Morris edited the Western Worker to 1932 to 1934 and successor titles. In 1934, he became labor editor for the Daily Worker and the Worker and covered the rise of the United Auto Workers of America (UAW) closely from 1935 to 1937.

In 1944, Morris joined the Communist Party paper the Daily Worker as its labor editor and writer of the column "World of Labor," often about the Congress of Industrial Organizations (CIO). In 1947 (and possibly longer), he also wrote a column called "View on Labor News." During 1946–1948, Morris also contributed articles to Political Affairs (formerly The Communist theoretical journal).

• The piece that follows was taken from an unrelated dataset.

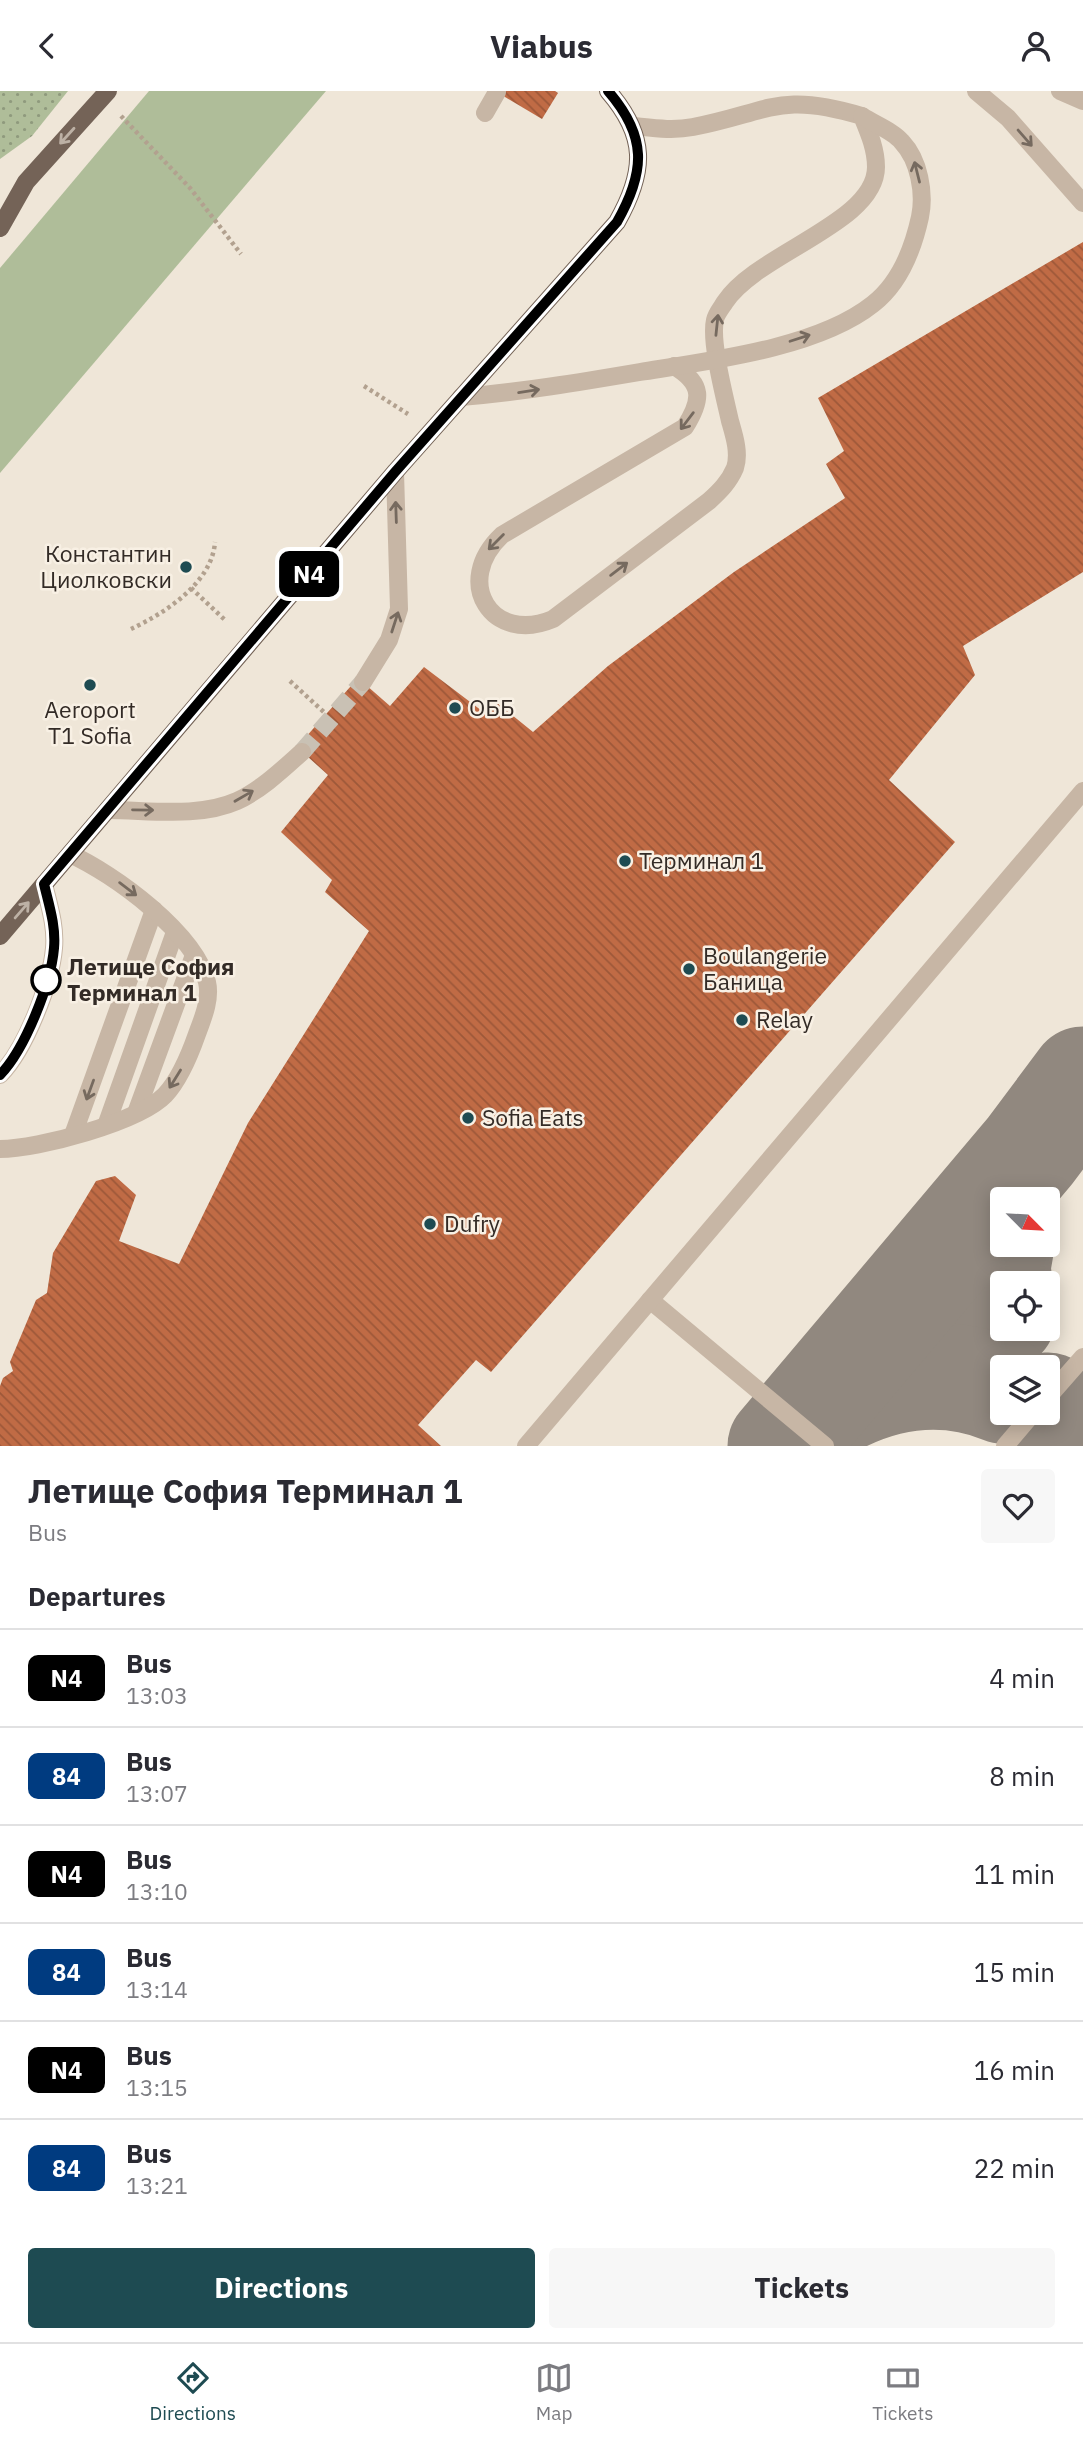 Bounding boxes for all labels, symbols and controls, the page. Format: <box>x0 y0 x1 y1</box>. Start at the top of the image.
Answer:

During 1947–1948, Morris spoke frequently in public, according to an FBI informant in 1949. On March 23, 1947, he spoke to the Mosholu-Kingsbridge section of the communist party. In June 1947, he spoke on "Your Stake in Labor's Battle With the Trusts" at the Progressive Forum, 13 Astor Place, New York City. On September 5, 1947, Morris spoke to Lodge 102 of the International Workers Order (IWO) on the Taft–Hartley Act. On September 6, 1947, the Daily Worker announced that Morris would cover the CIO's New York State convention at Saratoga Springs and then visit Schenectady, Buffalo, Detroit, Flint, Toledo, Cleveland, Youngstown, Pittsburgh, and Boston to see the conditions of industrial workers. On June 28, 1948, Morris spoke to a Brooklyn communist party convention. On September 19, 1948, Morris spoke on "Who's Splitting the Labor Movement" to the Jefferson School of Social Sciences in New York City. On December 9, 1948, Morris spoke to a Brooklyn press conference.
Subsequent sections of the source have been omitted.